She let herself into the room. It smelt strongly of candles, burnt mealie pap and paraffin.On an upturned box, covered with newspaper, stood a lamp, it’s glass black with soot, a primus stove, well seasoned with grease, a chipped enamel plate and a cracked earless cup and a spoon. There was also a piece of green Sunlight Soap in a saucer, a jar of Vaseline, a tin of snuff and an alarm clock.

Various items of clothing were draped on nails affixed to the wall. An outdated calendar hung lopsidedly behind the door. The bed, each leg of which was perched on bricks, was covered with a yellow tattered candlewick bedspread.

“ Ah, ha, so that’s where my bricks have got to.” She was on the right track, thought :Petronella with satisfaction.

Under the bed stood various boxes and suitcases, piles of newspapers and magazines and on the grass straw mat lay pair of black torn slippers.

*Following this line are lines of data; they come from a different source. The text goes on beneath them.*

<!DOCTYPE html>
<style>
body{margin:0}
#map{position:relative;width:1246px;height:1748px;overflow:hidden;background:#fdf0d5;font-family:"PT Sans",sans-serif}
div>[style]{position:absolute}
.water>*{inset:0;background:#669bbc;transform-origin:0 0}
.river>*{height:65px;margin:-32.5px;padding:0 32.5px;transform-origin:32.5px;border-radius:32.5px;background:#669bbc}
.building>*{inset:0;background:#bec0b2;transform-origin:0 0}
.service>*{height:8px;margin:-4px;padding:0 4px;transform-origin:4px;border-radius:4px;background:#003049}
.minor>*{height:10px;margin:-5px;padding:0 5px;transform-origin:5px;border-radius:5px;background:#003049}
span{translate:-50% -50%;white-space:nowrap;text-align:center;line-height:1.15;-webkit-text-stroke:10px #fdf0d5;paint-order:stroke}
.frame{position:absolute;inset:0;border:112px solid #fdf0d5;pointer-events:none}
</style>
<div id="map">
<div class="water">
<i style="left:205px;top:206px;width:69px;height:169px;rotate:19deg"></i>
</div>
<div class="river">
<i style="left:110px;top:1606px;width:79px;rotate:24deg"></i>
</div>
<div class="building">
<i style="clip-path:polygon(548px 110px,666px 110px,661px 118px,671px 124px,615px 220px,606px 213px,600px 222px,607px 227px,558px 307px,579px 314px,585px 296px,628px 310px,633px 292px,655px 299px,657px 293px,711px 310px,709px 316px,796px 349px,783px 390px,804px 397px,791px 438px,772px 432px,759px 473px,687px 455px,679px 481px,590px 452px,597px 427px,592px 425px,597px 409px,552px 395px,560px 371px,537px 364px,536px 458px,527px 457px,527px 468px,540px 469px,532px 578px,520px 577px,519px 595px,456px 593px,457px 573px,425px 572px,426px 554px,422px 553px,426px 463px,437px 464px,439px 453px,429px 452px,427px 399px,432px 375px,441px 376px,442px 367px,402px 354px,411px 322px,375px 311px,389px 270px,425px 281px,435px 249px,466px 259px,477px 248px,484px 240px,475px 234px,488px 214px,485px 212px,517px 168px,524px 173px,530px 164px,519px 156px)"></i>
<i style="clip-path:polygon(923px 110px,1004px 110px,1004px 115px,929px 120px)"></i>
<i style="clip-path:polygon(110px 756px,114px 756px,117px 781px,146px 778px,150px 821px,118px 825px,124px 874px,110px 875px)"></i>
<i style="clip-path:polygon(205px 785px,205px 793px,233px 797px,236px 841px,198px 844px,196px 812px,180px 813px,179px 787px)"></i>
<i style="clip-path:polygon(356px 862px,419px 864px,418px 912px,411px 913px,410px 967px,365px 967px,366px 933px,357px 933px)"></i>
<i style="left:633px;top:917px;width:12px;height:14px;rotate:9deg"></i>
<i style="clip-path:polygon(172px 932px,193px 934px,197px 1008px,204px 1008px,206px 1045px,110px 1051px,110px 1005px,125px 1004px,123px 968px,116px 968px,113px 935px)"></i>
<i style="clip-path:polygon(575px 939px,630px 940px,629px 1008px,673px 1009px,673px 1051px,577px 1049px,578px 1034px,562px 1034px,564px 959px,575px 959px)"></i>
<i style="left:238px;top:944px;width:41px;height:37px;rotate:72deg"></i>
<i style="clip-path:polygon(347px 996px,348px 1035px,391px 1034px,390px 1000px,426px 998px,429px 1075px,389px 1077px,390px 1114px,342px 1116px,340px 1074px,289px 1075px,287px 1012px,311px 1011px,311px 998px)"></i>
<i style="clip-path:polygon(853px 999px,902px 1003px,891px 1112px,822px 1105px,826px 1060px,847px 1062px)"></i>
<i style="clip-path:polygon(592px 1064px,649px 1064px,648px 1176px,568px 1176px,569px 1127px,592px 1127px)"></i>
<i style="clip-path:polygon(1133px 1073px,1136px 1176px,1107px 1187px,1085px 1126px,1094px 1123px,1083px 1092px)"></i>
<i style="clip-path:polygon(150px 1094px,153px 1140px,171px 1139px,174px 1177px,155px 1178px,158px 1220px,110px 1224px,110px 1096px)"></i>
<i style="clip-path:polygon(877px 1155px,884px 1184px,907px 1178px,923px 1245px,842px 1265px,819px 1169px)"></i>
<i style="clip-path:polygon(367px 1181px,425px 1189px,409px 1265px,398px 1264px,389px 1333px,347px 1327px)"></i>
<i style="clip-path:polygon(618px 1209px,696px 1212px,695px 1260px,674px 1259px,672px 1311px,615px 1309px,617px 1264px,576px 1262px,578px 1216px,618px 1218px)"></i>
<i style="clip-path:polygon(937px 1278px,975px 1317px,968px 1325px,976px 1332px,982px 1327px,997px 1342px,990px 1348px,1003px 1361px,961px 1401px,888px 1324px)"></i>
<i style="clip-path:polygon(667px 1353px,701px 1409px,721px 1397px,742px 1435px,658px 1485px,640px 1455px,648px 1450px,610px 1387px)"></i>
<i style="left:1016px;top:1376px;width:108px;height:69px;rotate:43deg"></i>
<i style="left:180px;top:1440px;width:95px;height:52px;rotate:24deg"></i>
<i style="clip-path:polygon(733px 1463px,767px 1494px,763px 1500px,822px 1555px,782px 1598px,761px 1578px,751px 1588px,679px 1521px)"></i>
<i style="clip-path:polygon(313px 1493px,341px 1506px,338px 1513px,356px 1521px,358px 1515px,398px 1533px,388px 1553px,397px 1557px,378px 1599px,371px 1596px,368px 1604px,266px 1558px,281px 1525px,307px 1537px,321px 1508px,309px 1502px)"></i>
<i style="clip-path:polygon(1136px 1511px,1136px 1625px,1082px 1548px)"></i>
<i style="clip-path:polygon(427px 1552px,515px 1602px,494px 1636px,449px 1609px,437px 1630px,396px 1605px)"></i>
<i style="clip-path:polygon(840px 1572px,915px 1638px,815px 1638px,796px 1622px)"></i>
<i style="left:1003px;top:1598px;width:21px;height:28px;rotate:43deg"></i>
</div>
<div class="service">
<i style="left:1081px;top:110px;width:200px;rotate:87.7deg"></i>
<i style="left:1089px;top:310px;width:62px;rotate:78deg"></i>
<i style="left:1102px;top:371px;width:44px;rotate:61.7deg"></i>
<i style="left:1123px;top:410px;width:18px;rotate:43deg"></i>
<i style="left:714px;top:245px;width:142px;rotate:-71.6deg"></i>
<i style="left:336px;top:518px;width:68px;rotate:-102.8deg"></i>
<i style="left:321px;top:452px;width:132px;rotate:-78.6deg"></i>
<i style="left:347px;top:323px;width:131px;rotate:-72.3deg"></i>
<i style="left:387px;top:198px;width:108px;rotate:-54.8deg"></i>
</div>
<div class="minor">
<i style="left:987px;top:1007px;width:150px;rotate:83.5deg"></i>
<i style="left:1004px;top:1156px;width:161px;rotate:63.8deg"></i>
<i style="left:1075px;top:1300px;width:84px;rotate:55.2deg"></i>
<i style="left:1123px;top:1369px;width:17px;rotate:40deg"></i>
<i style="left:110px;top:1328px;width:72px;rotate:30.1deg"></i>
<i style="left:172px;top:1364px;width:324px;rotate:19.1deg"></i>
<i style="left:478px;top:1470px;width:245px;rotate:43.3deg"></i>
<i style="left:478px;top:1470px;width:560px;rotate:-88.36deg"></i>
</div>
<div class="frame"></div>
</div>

Petronella bent down and gingerly picked up the slippers between finger and thumb and cast them aside. She knelt down on the carpet and crawled in under the bed. The catch of the suitcase snapped open, then something shot out of the case and hit her on the cheek.

In sudden shock she recoiled and, in doing so, hit her head on the steel frame of the bed, so, that for a moment, she was completely stunned.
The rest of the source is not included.